Administrator of Cross River State
- In office August 1996 – August 1998
- Preceded by: Gregory Agboneni
- Succeeded by: Christopher Osondu

Administrator of Kaduna State
- In office August 1998 – May 1999
- Preceded by: Hammed Ali
- Succeeded by: Ahmed Mohammed Makarfi

= Umar Farouk Ahmed =

Military Administrator of Cross River State, Nigeria

Colonel Umar Farouk Ahmed
was Military Administrator of Cross River State, Nigeria (August 1996 - August 1998) during the military regime of General Sani Abacha. He was then appointed administrator of Kaduna State in August 1998 during the transitional regime of General Abdulsalami Abubakar, handing over power to the elected civilian governor Ahmed Mohammed Makarfi in May 1999.
Shortly after, he was retired by the Federal Government, along with all other former military ministers, governors and administrators.

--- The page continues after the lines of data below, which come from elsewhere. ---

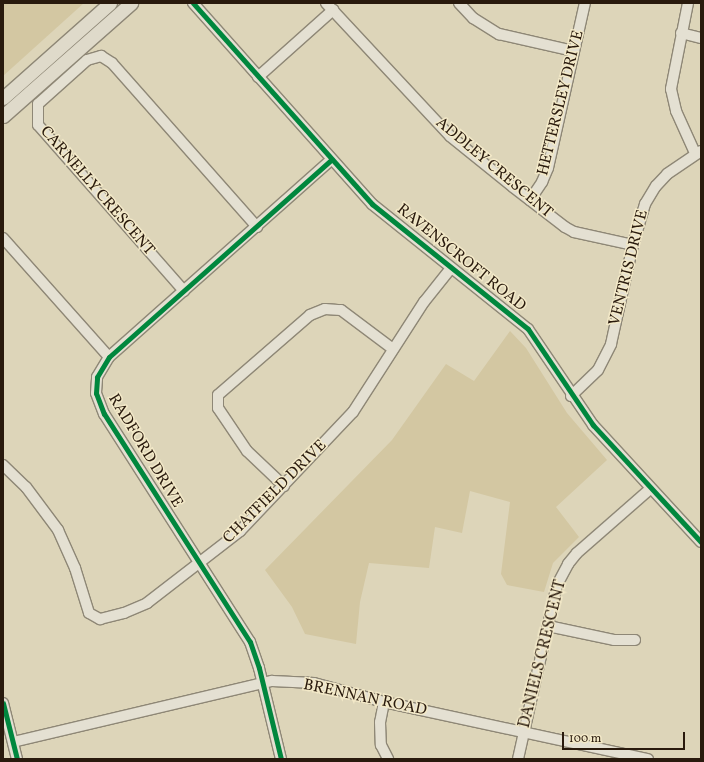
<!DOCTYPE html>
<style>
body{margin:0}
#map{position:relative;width:704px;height:762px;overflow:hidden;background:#ddd5b9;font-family:Vollkorn,serif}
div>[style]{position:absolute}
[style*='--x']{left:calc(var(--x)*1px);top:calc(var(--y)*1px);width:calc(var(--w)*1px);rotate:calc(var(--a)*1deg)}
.green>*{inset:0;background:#d3c7a2}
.roads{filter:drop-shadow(1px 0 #8e8776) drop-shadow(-1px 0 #8e8776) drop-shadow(0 1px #8e8776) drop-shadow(0 -1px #8e8776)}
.minor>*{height:10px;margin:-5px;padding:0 5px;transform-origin:5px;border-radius:5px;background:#e4e0d2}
.major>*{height:13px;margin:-6.5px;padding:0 6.5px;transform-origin:6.5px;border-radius:6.5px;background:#dfdaca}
.cycleway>*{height:5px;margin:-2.5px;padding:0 2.5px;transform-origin:2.5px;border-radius:2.5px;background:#00873e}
span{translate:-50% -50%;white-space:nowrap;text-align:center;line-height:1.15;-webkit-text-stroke:3px #f3e9c8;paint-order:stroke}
.street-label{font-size:16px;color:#291a0d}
.frame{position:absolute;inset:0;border:4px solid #291a0d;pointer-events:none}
.scale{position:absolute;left:562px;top:732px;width:123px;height:18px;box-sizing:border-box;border:2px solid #291a0d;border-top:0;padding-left:5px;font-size:12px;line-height:14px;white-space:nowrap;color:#291a0d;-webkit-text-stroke:3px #f3e9c8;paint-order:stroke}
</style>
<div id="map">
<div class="green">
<div style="clip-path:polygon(3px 3px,84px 3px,3px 76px)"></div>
<div style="clip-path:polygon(510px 331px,526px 348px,567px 413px,607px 460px,556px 507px,579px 537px,553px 563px,544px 592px,507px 585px,501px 574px,510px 502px,470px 491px,462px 533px,435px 527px,429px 568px,369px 563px,360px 602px,356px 644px,305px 634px,292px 607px,265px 570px,392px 440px,446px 364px,474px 381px)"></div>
</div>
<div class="roads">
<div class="minor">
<div style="--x:193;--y:3;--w:269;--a:48.3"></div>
<div style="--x:372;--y:204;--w:200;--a:38.7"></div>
<div style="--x:528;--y:329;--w:116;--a:55.9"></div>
<div style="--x:593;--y:425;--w:159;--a:47.3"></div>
<div style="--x:326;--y:3;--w:182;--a:47"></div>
<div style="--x:450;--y:136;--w:81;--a:39"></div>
<div style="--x:513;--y:187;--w:66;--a:37.6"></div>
<div style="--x:565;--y:227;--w:10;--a:29"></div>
<div style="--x:574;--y:232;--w:60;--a:12.4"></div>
<div style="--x:459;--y:3;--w:21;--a:47"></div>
<div style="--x:473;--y:18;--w:31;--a:32"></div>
<div style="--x:499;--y:34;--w:77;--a:12.8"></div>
<div style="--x:688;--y:3;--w:88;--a:101.2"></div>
<div style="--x:671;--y:89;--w:23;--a:77"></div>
<div style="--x:676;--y:111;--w:46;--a:65.7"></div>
<div style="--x:681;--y:33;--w:21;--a:14"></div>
<div style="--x:258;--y:77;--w:101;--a:-41.8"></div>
<div style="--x:530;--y:200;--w:22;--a:-56"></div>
<div style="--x:542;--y:182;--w:15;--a:-67"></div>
<div style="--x:548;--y:168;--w:169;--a:-77.4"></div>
<div style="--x:3;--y:238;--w:159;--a:48.3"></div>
<div style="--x:184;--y:291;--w:221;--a:-131.3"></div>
<div style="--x:38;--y:125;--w:21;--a:-90"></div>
<div style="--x:38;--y:104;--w:66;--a:-41.9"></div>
<div style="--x:87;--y:60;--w:15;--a:-16"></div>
<div style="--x:101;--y:56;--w:13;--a:32"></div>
<div style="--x:112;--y:63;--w:219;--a:48.5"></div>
<div style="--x:571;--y:396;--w:37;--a:-44"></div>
<div style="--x:598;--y:370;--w:29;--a:-63"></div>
<div style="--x:611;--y:344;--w:101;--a:-77.5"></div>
<div style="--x:633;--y:245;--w:43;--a:-73.7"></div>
<div style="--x:645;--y:204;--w:21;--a:-59"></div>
<div style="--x:656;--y:186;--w:16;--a:-47"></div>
<div style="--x:667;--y:174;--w:41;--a:-34.1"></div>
<div style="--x:3;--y:465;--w:32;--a:44"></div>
<div style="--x:26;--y:487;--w:54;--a:53.3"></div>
<div style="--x:58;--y:530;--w:42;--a:65.9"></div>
<div style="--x:75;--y:568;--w:47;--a:72.7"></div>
<div style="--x:89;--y:613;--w:13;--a:29"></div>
<div style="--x:100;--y:619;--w:25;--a:-14"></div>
<div style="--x:124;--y:613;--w:25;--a:-23"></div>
<div style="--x:147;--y:603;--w:118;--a:-37.7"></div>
<div style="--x:240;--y:531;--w:164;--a:-46.5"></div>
<div style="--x:353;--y:412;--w:131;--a:-57.2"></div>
<div style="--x:424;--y:302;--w:43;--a:-51.5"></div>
<div style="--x:284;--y:486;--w:51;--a:-136.6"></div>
<div style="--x:247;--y:451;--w:52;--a:-124"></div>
<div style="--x:218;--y:408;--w:13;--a:-90"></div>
<div style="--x:218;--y:395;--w:122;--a:-41"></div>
<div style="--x:310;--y:315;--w:16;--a:-22"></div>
<div style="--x:325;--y:309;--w:16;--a:4"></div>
<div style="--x:341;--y:310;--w:65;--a:36.9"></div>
<div style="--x:548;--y:626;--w:67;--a:12"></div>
<div style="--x:614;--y:640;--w:21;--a:0"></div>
<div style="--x:384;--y:702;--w:20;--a:101"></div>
<div style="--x:380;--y:722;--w:23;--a:88"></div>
<div style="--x:381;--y:745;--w:16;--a:63"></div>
<div style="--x:3;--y:703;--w:58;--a:76"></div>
<div style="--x:13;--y:742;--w:266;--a:-13.3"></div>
<div style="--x:272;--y:681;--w:42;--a:2.7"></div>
<div style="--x:314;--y:683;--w:73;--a:15.2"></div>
<div style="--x:384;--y:702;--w:270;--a:12.2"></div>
<div style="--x:281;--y:759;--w:94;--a:-103.6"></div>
<div style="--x:259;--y:668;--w:28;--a:-109"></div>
<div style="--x:250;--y:642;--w:271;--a:-122.6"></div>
<div style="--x:104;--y:414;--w:22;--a:-111"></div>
<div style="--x:96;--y:393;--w:16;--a:-86"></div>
<div style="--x:97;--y:377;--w:23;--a:-59"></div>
<div style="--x:109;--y:357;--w:297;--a:-41.6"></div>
<div style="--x:518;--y:759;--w:178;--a:-77.4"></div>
<div style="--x:557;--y:585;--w:24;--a:-62"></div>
<div style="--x:568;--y:564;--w:14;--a:-51"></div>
<div style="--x:577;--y:553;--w:97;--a:-41.2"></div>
</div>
<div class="major">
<div style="--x:3;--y:98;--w:143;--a:-41.6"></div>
<div style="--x:3;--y:116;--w:171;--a:-41.4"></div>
</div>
</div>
<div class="cycleway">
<div style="--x:193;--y:3;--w:269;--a:48.3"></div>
<div style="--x:372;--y:204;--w:200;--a:38.7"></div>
<div style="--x:528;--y:329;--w:116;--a:55.9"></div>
<div style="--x:593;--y:425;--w:159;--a:47.3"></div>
<div style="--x:3;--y:703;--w:58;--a:76"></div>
<div style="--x:281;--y:759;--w:94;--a:-103.6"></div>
<div style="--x:259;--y:668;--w:28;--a:-109"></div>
<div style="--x:250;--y:642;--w:271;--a:-122.6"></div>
<div style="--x:104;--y:414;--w:22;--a:-111"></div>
<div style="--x:96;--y:393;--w:16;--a:-86"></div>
<div style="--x:97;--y:377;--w:23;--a:-59"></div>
<div style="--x:109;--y:357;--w:297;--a:-41.6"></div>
</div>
<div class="street-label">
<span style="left:561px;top:103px;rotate:-76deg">HETTERSLEY DRIVE</span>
<span style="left:494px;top:168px;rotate:40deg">ADDLEY CRESCENT</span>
<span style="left:97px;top:191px;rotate:49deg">CARNELLY CRESCENT</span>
<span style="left:461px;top:258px;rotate:39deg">RAVENSCROFT ROAD</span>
<span style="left:629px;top:268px;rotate:-76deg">VENTRIS DRIVE</span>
<span style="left:145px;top:451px;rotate:59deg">RADFORD DRIVE</span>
<span style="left:275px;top:492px;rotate:-45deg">CHATFIELD DRIVE</span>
<span style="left:543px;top:654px;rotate:-76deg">DANIELS CRESCENT</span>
<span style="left:365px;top:698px;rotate:12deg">BRENNAN ROAD</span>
</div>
<div class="frame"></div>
<div class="scale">100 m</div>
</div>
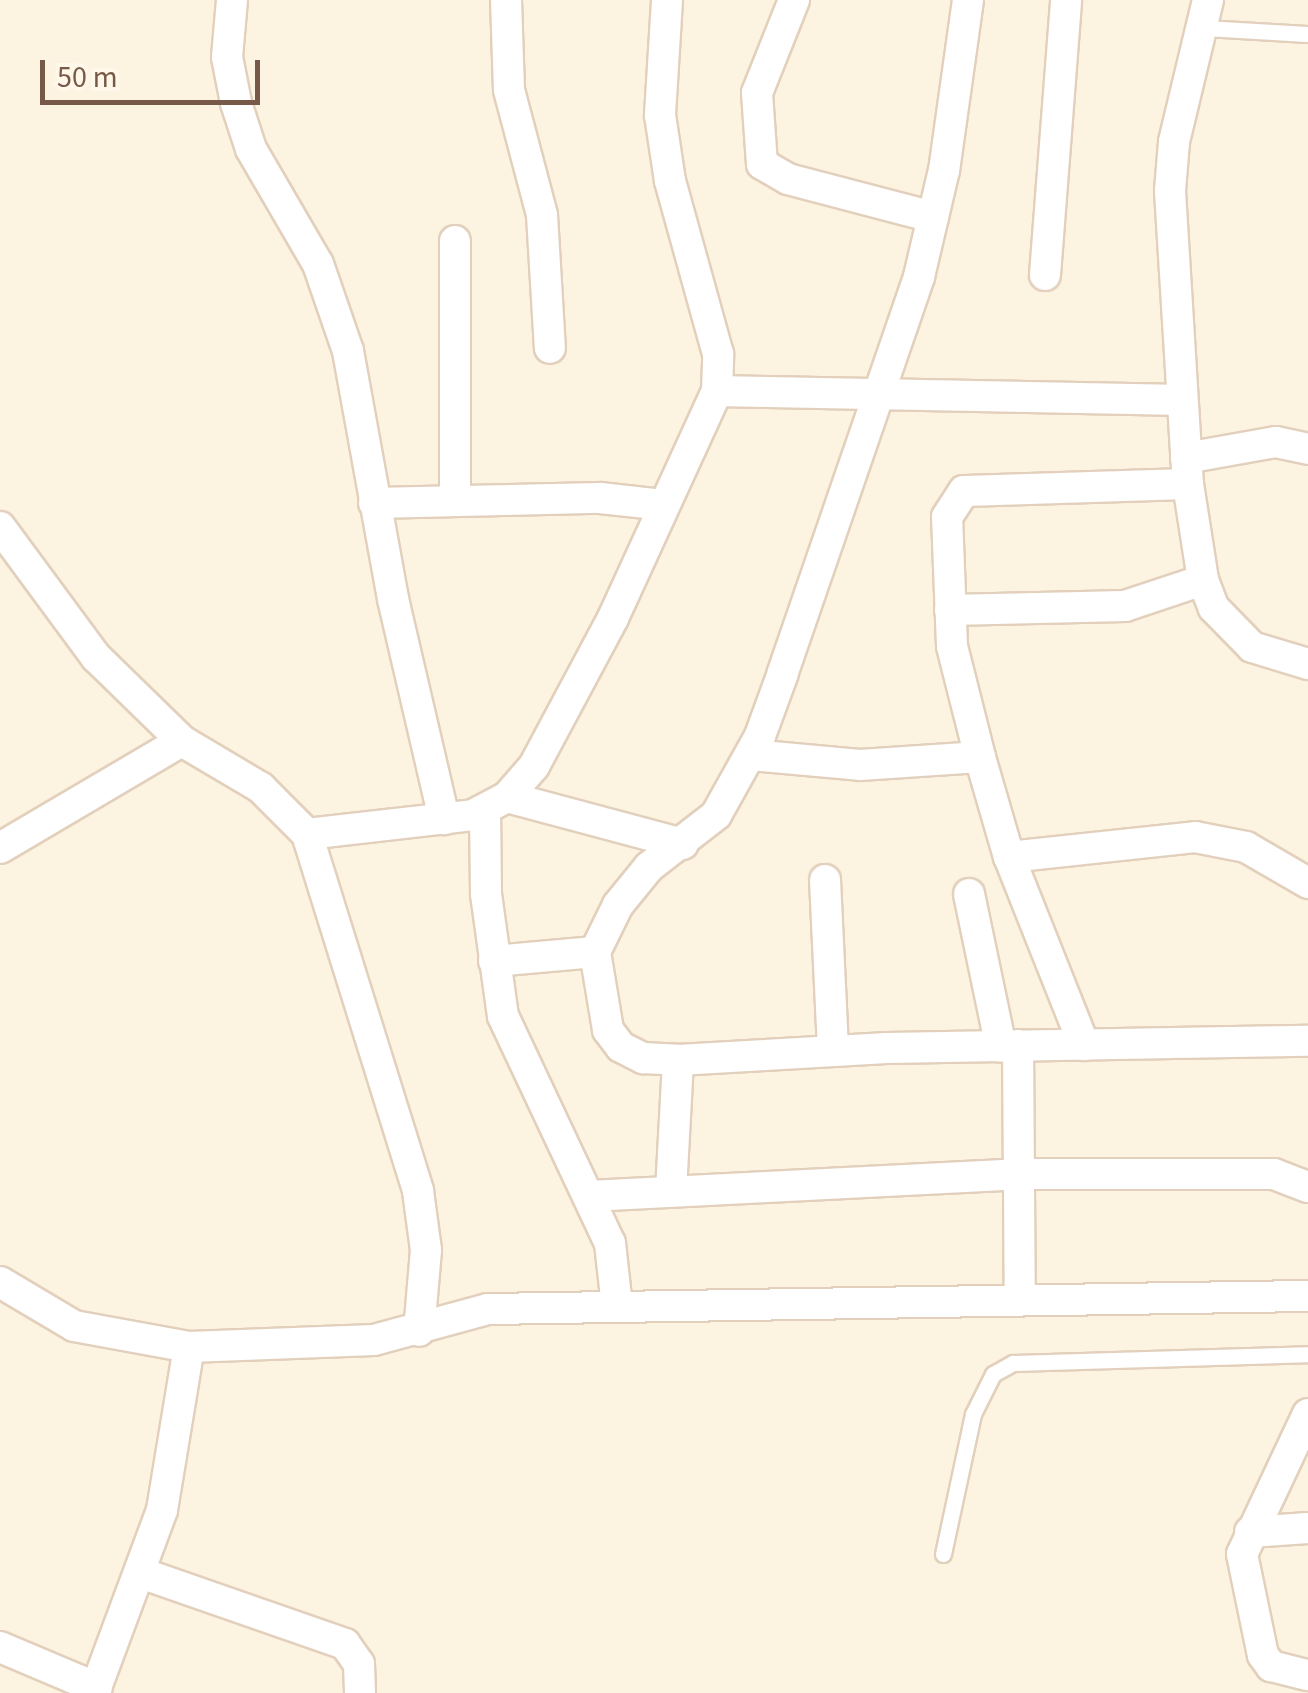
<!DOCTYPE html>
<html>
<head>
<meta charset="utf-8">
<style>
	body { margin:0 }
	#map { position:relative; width:1308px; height:1693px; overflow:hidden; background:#fdf3e1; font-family:"Source Sans 3",sans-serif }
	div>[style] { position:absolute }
	.roads { filter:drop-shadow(2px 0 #e2d0bc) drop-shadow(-2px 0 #e2d0bc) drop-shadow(0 2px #e2d0bc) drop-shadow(0 -2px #e2d0bc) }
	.lane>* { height:15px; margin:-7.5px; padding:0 7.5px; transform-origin:7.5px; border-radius:7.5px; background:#fff }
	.street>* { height:30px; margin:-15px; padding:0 15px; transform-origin:15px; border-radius:15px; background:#fff }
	span { translate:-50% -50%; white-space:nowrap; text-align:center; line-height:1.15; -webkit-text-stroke:8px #fff7e9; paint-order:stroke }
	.scale { position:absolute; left:40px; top:60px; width:220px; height:45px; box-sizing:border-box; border:5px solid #765946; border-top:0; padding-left:12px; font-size:30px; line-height:35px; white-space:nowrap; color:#765946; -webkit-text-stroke:8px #fff7e9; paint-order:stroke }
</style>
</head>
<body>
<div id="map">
	<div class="roads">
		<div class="lane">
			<i style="left:1204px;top:28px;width:104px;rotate:3.3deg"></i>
			<i style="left:943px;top:1554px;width:143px;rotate:-77.9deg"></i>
			<i style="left:973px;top:1414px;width:45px;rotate:-63.4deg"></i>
			<i style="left:993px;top:1374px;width:23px;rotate:-29deg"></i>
			<i style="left:1013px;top:1363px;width:295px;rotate:-1.7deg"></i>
		</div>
		<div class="street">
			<i style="left:232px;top:0;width:57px;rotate:95deg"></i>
			<i style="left:227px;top:57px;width:47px;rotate:78.9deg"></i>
			<i style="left:236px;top:103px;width:48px;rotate:71.9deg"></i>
			<i style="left:251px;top:149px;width:133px;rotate:59.8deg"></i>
			<i style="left:318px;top:264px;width:92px;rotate:71deg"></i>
			<i style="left:348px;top:351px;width:252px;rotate:79.7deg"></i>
			<i style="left:393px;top:599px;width:226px;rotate:76.9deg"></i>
			<i style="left:506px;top:0;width:90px;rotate:88.1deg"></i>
			<i style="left:509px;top:90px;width:129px;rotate:75.2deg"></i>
			<i style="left:542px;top:215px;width:133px;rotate:86.6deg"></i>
			<i style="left:794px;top:0;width:100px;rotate:111.7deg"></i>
			<i style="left:757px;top:93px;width:71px;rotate:86deg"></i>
			<i style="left:762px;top:164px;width:30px;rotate:30deg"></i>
			<i style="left:788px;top:179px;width:150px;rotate:14.7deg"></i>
			<i style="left:968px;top:0;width:172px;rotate:98deg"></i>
			<i style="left:944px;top:170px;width:110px;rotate:103.2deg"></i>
			<i style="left:919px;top:277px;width:419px;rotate:109deg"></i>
			<i style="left:783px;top:673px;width:67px;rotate:110.1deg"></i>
			<i style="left:760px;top:736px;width:90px;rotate:119.1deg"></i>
			<i style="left:716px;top:815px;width:85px;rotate:142.2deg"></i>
			<i style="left:649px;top:867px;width:49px;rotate:129.2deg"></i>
			<i style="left:618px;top:905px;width:52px;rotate:116.1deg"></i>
			<i style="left:595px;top:952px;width:79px;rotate:80.5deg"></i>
			<i style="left:608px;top:1030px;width:21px;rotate:53deg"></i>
			<i style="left:621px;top:1047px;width:25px;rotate:27deg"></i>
			<i style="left:643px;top:1058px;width:35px;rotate:3deg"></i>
			<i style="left:678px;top:1060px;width:209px;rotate:-3.3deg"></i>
			<i style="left:887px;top:1048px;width:421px;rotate:-1deg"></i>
			<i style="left:1208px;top:0;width:146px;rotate:103.5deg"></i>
			<i style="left:1174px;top:142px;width:49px;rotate:94.7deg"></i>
			<i style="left:1170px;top:191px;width:294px;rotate:86.5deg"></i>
			<i style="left:1188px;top:484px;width:97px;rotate:81.1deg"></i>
			<i style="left:1203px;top:580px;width:30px;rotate:69deg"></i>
			<i style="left:1214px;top:608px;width:54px;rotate:45.7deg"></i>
			<i style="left:1252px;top:647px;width:59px;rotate:16.9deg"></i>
			<i style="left:1045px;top:275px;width:276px;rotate:-85.6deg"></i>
			<i style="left:717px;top:391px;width:465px;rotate:1.1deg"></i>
			<i style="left:1186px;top:458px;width:91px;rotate:-10.1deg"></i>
			<i style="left:1276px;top:442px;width:33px;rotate:12deg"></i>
			<i style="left:455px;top:501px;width:260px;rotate:-90deg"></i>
			<i style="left:374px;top:503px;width:226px;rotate:-1.3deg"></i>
			<i style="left:600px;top:498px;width:63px;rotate:6.3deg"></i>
			<i style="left:0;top:527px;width:162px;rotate:53.6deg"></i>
			<i style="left:96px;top:657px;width:120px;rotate:44.3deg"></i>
			<i style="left:182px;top:741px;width:92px;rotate:30.7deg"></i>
			<i style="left:261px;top:788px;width:65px;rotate:45deg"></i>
			<i style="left:307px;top:834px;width:374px;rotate:72.7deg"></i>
			<i style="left:418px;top:1191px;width:60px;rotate:82.3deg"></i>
			<i style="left:426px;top:1250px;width:81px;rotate:94.9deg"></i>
			<i style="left:950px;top:610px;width:175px;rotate:-1.3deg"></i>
			<i style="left:1125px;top:606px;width:82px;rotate:-18.4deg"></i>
			<i style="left:751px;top:755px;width:109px;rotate:5.2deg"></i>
			<i style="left:860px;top:765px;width:120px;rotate:-3.8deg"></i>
			<i style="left:507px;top:797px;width:182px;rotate:15deg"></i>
			<i style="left:485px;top:810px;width:84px;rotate:89.3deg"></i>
			<i style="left:486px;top:894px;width:123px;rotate:82.1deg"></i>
			<i style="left:503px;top:1016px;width:251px;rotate:64.8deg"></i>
			<i style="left:610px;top:1243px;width:63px;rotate:83.7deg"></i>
			<i style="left:307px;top:834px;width:167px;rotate:-6.5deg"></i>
			<i style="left:473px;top:815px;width:38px;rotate:-28deg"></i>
			<i style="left:507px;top:797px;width:41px;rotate:-48.9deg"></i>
			<i style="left:534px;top:766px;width:168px;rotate:-61.9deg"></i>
			<i style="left:613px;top:618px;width:250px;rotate:-65.4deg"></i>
			<i style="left:717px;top:391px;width:37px;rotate:-88deg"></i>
			<i style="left:718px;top:354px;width:180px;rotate:-105.5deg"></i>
			<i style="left:670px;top:181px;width:67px;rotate:-98.6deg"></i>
			<i style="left:660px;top:115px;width:115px;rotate:-86.5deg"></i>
			<i style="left:0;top:848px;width:211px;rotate:-30.5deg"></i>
			<i style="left:1009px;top:857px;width:187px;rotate:-6.1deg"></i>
			<i style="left:1195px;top:837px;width:52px;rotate:11.1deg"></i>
			<i style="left:1246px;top:847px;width:72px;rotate:30.1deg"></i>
			<i style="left:825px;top:880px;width:171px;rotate:87.3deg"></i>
			<i style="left:969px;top:894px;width:156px;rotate:78.2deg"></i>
			<i style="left:494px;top:961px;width:101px;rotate:-5.1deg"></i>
			<i style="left:1018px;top:1045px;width:255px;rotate:89.6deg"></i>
			<i style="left:1084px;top:1045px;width:202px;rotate:-111.7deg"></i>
			<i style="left:1009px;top:857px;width:104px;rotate:-106.2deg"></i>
			<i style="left:980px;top:757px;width:114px;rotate:-104.2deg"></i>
			<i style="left:952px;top:646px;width:129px;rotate:-92.2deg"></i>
			<i style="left:947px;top:517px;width:31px;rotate:-57deg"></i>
			<i style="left:964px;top:491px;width:224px;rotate:-1.8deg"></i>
			<i style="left:671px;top:1191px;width:131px;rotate:-86.9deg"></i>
			<i style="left:589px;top:1196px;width:430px;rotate:-2.9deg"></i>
			<i style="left:1018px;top:1174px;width:256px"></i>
			<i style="left:1274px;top:1174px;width:36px;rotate:21deg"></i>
			<i style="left:0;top:1282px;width:86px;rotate:30.7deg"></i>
			<i style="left:74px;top:1326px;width:117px;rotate:10.3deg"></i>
			<i style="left:189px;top:1347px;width:185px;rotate:-2.2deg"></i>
			<i style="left:374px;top:1340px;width:118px;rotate:-15.2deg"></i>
			<i style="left:488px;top:1309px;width:820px;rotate:-0.91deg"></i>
			<i style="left:1308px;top:1414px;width:155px;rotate:115.2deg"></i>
			<i style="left:1242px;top:1554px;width:103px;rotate:78.3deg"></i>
			<i style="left:1263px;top:1655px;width:14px;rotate:54deg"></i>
			<i style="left:1271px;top:1666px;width:38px;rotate:14deg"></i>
			<i style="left:1250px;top:1532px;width:58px;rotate:-3.9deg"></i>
			<i style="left:141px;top:1573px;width:216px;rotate:19.2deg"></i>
			<i style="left:345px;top:1644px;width:24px;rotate:55deg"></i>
			<i style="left:359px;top:1664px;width:29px;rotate:88deg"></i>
			<i style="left:0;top:1647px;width:105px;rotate:22.9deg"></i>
			<i style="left:94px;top:1693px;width:195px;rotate:-69.6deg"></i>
			<i style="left:162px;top:1510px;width:165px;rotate:-80.6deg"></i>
		</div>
	</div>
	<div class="scale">50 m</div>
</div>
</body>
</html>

Ahmed graduated from the Nigeria Defence Academy and the University of Jos, where he obtained an Advanced Diploma in Public Administration. He was commissioned in the army in 1976 as a platoon Battery Commander.
Subsequent posts were Military Assistant (1986), General Staff Personnel Training Army Headquarters (1987), Academy Adjutant (1989) and Commanding Officer S.S Wing (1992).

In Cross River, his administration was said to be "most inept". When leaving Kaduna, Ahmed handed over a debt N400 million to his successor, who refused to honor any of his commitments. The Kaduna State House of Assembly resolved to probe his tenure based on allegations of looting.
In April 2001, he was one of 16 former military administrators who announced the creation of an association called the United Nigeria Development Forum (UNDF).

He later became a director of First Interstate Bank.